A bare number is the expected answer: the count of lines in the records that contain the word "Crescent".

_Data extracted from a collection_
--

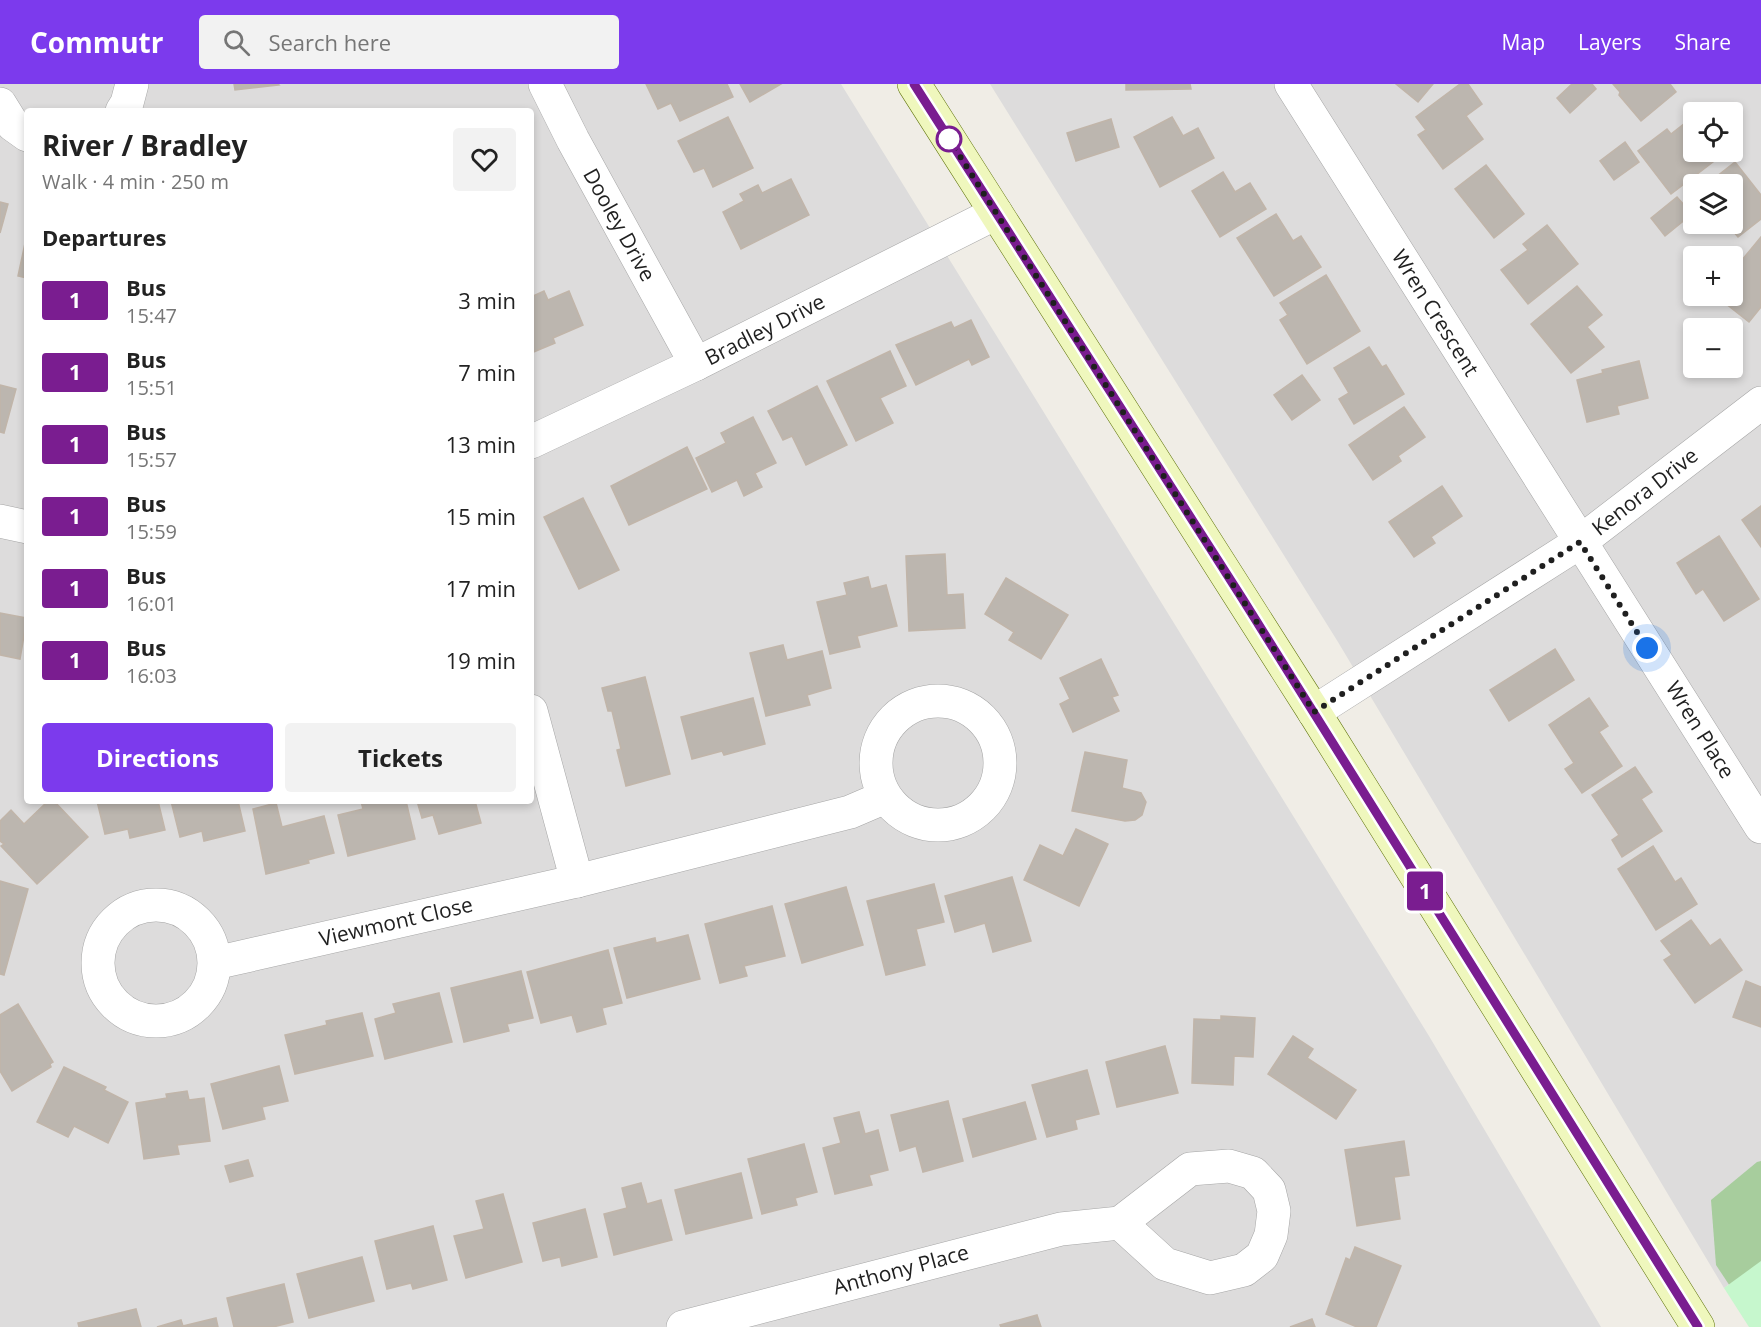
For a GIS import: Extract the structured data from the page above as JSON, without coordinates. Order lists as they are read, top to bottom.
{
  "streets": {
    "street": [
      "Dooley Drive",
      "Wren Crescent",
      "Bradley Drive",
      "Kenora Drive",
      "Wren Place",
      "Viewmont Close",
      "Anthony Place"
    ]
  },
  "crossings": [
    ["Dooley Drive", "Bradley Drive"],
    ["Wren Crescent", "Kenora Drive"],
    ["Wren Crescent", "Wren Place"],
    ["Kenora Drive", "Wren Place"]
  ],
  "lines": ["bus line 1"],
  "page": {
    "header": "Commutr",
    "search": "Search here",
    "nav": ["Map", "Layers", "Share"],
    "on_map": "1",
    "map_buttons": ["+", "−"],
    "heading": [
      ["River / Bradley", "Walk · 4 min · 250 m"],
      "Departures"
    ],
    "list": [
      {
        "mark": "1",
        "name": "Bus",
        "note": "15:47",
        "value": "3 min"
      },
      {
        "mark": "1",
        "name": "Bus",
        "note": "15:51",
        "value": "7 min"
      },
      {
        "mark": "1",
        "name": "Bus",
        "note": "15:57",
        "value": "13 min"
      },
      {
        "mark": "1",
        "name": "Bus",
        "note": "15:59",
        "value": "15 min"
      },
      {
        "mark": "1",
        "name": "Bus",
        "note": "16:01",
        "value": "17 min"
      },
      {
        "mark": "1",
        "name": "Bus",
        "note": "16:03",
        "value": "19 min"
      }
    ],
    "buttons": ["Directions", "Tickets"]
  }
}
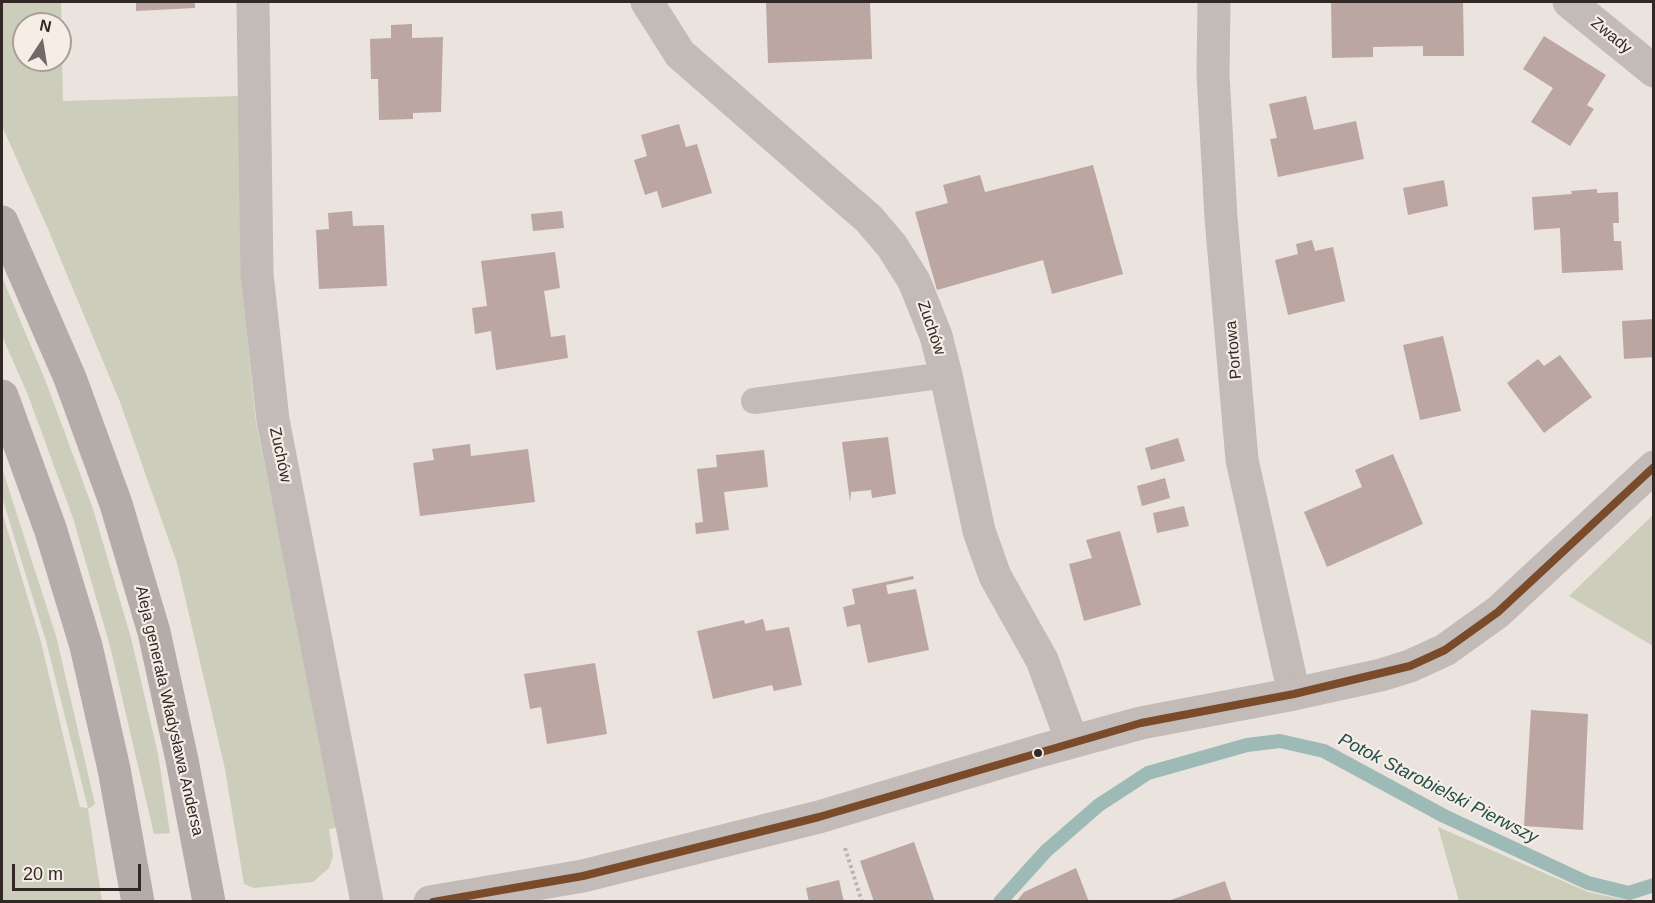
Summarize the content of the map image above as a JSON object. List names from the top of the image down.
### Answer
{
  "streets": {
    "main road": ["Aleja generała Władysława Andersa"],
    "street": ["Zwady", "Zuchów", "Portowa"]
  },
  "water": ["Potok Starobielski Pierwszy"],
  "scale_bar": "20 m",
  "north": "top"
}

--

_Solution to this task_
3